**Task instructions:**
Lines below that include the word "buttons" should each be copied.

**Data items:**
#####

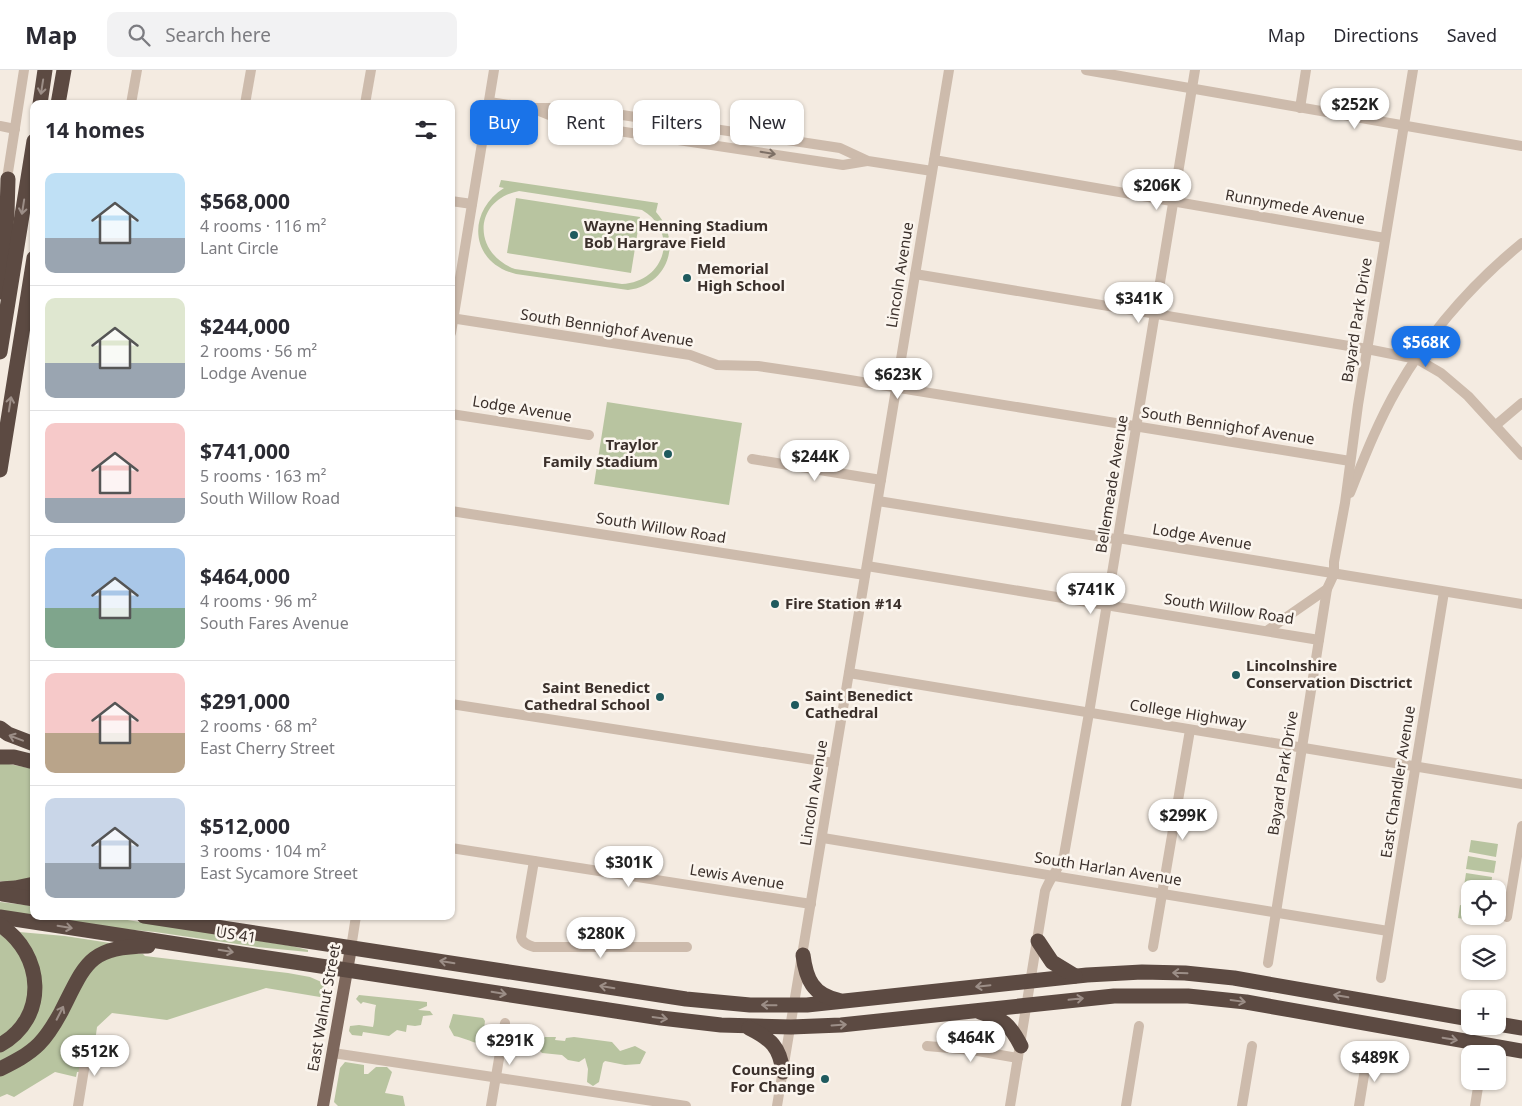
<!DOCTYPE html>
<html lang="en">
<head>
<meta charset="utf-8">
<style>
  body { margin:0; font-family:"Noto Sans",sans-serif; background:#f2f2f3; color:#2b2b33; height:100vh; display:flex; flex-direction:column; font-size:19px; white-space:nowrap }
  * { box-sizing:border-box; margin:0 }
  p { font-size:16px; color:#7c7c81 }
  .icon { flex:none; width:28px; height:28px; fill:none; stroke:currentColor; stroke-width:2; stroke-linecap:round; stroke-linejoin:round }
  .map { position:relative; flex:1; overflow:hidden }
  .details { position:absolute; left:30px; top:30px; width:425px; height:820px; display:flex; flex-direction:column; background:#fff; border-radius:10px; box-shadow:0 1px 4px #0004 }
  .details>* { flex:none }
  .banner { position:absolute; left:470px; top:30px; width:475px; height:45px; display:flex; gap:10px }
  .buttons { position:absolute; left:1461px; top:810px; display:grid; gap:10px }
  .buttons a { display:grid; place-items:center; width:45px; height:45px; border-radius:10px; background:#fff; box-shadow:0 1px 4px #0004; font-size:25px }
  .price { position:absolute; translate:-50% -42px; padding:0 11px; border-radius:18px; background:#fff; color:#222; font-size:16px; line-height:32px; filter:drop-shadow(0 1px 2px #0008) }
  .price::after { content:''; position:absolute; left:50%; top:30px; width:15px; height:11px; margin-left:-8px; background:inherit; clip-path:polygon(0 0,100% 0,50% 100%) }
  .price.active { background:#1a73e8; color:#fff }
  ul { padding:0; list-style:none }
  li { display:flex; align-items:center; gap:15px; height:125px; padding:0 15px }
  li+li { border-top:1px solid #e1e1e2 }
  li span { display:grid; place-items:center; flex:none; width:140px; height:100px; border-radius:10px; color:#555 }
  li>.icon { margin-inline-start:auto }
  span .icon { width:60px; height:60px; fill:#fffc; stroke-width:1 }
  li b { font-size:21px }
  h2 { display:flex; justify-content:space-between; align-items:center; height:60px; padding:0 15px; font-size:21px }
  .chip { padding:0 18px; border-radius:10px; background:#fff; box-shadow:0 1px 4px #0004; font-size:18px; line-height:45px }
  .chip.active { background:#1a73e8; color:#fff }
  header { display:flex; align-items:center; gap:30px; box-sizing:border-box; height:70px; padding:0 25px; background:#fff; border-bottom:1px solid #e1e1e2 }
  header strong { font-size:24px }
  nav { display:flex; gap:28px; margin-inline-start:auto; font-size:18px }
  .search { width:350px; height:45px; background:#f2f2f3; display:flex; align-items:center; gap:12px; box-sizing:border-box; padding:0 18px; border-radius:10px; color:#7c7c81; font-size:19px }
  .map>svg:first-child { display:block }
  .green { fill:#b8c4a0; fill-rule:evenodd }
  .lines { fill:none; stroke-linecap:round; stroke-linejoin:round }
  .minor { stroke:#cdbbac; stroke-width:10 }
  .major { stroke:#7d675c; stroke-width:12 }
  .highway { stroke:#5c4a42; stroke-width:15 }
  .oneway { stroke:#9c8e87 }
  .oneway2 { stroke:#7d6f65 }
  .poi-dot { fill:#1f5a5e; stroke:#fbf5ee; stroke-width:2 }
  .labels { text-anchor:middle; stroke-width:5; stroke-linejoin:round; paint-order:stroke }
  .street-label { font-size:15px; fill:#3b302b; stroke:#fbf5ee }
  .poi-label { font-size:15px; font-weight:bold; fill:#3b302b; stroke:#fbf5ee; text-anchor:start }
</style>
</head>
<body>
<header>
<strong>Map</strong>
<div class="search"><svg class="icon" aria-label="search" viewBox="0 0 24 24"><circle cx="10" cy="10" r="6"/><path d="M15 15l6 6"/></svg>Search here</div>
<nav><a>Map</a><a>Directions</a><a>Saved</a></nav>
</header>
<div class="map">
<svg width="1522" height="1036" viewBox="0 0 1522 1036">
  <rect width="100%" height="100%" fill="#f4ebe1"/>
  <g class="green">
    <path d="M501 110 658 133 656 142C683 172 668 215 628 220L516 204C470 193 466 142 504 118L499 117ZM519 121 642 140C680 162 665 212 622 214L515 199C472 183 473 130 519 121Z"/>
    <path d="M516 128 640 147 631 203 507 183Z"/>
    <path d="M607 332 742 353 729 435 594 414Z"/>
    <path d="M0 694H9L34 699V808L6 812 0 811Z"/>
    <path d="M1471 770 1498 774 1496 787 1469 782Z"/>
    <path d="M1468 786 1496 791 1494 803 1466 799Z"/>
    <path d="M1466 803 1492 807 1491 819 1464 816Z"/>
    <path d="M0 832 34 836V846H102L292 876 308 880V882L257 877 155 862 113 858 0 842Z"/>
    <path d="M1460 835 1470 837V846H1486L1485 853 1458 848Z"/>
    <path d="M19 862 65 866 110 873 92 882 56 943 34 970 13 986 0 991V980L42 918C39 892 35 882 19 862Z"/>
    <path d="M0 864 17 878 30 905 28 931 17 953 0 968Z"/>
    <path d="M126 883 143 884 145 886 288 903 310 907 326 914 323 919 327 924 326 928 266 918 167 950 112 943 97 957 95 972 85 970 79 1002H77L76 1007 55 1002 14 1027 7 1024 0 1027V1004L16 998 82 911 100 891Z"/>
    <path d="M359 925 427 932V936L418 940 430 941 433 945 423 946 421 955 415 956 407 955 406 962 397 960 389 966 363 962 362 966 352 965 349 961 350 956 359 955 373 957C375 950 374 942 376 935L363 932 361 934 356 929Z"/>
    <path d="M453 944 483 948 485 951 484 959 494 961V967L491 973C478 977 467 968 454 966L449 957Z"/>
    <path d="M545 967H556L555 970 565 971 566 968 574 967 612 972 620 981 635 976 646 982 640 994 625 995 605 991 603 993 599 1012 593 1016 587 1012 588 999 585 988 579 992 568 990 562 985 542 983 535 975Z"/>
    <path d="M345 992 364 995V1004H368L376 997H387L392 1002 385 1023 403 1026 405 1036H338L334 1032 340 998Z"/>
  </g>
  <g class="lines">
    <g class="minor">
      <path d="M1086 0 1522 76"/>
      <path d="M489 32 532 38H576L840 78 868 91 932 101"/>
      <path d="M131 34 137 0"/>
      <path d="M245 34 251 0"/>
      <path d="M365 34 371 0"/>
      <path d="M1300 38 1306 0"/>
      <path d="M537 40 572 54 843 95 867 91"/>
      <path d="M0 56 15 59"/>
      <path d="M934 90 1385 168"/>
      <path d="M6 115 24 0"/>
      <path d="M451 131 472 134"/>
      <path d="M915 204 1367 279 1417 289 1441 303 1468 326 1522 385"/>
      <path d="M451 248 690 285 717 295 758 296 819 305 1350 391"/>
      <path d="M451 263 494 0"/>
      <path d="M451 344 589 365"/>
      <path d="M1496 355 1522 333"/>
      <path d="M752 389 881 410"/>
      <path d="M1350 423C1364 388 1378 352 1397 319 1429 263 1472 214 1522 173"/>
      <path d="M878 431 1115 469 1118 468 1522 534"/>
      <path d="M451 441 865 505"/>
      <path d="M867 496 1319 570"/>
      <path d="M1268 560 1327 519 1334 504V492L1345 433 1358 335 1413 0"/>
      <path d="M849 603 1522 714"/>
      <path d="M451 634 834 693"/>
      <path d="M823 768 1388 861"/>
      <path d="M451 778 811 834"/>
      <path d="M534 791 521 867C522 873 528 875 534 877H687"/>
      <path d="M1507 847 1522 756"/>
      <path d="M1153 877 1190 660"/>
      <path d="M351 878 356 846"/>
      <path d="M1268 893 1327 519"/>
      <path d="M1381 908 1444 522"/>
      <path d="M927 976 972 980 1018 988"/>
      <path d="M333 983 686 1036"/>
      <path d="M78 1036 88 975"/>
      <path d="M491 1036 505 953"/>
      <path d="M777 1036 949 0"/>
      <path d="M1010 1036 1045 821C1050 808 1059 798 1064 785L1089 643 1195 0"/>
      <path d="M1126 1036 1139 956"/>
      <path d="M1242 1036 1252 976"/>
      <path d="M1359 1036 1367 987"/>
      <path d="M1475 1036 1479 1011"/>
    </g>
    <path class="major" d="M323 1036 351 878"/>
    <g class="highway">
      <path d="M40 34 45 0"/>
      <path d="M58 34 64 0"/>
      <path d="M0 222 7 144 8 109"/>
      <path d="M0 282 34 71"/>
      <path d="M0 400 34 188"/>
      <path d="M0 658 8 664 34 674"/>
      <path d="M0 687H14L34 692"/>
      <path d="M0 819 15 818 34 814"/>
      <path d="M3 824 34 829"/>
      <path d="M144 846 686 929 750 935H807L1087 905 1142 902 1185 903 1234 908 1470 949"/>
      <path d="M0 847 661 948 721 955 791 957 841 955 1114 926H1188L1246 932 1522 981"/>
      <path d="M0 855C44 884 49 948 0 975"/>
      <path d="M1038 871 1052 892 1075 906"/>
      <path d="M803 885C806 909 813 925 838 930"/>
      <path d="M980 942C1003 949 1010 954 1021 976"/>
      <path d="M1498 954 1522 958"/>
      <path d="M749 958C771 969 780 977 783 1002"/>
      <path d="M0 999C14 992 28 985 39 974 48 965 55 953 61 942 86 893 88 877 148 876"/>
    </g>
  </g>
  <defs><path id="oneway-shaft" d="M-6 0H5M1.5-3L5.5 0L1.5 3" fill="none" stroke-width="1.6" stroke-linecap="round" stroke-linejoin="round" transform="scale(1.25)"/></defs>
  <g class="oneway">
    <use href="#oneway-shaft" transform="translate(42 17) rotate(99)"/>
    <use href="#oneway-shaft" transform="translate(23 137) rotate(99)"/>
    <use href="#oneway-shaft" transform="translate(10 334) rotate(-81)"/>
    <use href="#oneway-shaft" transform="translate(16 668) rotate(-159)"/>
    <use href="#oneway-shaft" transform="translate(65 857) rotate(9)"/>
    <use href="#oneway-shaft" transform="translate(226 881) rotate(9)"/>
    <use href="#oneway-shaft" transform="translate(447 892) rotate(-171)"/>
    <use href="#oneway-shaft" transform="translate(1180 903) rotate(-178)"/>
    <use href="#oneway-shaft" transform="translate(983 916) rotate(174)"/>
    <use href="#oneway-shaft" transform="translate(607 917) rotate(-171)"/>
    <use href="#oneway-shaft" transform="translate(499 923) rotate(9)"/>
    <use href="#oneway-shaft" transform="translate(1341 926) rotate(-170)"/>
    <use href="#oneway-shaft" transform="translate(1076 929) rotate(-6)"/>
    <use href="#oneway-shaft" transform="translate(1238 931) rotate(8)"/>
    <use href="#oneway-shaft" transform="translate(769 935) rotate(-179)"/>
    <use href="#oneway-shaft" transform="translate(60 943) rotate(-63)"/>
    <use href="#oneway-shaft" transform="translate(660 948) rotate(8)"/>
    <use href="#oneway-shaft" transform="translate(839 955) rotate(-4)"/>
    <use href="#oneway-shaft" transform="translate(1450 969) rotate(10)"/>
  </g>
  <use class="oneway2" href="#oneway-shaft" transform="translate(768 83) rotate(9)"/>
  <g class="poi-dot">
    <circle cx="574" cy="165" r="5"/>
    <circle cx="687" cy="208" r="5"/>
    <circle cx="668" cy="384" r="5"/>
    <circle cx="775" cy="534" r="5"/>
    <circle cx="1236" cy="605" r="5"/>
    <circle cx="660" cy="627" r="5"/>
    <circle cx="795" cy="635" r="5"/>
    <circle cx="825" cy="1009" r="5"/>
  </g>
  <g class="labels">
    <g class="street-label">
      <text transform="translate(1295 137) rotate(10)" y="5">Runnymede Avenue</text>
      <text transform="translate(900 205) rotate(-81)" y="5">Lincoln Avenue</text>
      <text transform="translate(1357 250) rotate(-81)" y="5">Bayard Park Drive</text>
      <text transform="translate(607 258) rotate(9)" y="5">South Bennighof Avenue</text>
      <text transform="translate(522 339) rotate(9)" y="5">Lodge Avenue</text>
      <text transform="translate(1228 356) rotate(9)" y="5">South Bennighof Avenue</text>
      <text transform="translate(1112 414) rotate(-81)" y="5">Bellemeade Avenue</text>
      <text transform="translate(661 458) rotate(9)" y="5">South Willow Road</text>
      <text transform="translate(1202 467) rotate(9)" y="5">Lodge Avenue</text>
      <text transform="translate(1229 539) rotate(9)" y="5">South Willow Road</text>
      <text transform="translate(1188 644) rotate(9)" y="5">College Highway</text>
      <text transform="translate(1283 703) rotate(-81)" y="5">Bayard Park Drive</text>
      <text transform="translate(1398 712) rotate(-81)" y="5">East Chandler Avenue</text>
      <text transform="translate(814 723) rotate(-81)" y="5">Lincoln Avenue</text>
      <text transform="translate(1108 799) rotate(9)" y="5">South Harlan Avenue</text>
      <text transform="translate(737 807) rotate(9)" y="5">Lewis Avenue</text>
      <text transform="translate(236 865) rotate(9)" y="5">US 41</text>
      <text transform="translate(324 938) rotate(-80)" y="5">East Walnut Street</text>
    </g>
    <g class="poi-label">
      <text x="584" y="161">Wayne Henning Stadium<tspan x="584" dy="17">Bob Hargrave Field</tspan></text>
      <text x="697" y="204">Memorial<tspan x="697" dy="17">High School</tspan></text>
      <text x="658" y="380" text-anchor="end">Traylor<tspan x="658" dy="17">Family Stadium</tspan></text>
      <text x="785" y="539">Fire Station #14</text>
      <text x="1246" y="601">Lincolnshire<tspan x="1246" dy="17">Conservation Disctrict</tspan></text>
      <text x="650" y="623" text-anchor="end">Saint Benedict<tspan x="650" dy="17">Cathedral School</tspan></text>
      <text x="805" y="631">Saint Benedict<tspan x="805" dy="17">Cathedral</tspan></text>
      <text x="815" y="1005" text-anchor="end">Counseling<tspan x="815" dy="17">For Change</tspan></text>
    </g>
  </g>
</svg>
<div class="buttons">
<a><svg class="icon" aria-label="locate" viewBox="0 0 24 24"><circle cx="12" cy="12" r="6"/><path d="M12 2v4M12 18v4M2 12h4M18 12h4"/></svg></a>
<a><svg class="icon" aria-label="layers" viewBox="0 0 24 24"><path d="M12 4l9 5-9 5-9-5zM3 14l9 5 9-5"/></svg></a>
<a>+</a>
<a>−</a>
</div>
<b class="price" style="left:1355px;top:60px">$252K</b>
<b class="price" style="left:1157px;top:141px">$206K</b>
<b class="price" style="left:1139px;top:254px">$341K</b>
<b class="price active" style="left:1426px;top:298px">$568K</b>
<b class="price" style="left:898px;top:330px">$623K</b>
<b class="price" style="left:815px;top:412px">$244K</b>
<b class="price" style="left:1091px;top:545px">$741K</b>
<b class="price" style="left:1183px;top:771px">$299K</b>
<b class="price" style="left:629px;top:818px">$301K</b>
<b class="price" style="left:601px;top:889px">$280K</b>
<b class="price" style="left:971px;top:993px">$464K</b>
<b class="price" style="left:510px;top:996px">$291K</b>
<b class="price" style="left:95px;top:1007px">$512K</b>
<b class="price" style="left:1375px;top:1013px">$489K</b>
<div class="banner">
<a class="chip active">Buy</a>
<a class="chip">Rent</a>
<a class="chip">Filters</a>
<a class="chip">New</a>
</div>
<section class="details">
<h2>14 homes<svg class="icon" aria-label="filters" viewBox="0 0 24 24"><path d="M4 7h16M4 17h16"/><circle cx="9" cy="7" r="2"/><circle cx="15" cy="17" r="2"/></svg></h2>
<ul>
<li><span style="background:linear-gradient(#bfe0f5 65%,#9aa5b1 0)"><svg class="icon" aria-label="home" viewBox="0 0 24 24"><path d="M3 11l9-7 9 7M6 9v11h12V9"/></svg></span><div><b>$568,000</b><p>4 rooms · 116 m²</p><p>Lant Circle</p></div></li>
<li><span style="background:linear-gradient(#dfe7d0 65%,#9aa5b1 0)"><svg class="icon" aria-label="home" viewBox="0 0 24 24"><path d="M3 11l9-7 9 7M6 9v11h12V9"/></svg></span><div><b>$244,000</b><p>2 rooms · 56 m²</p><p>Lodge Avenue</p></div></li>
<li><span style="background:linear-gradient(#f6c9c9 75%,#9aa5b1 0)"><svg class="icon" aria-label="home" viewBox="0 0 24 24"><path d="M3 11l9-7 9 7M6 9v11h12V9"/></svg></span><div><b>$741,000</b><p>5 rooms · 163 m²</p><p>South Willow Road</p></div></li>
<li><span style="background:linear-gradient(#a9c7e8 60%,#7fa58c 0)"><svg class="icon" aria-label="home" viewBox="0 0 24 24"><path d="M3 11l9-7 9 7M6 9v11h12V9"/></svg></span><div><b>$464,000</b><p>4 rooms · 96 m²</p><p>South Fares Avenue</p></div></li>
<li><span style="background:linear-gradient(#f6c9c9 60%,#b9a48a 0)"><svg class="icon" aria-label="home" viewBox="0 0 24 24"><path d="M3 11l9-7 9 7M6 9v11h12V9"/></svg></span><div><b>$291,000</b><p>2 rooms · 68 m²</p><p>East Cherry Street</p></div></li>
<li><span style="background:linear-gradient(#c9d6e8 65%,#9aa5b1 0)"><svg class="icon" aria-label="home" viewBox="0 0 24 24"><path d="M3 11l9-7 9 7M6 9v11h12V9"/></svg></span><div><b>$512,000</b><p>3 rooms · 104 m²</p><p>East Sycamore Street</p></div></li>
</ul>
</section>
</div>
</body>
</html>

#####

**Response area:**
  .buttons { position:absolute; left:1461px; top:810px; display:grid; gap:10px }
  .buttons a { display:grid; place-items:center; width:45px; height:45px; border-radius:10px; background:#fff; box-shadow:0 1px 4px #0004; font-size:25px }
<div class="buttons">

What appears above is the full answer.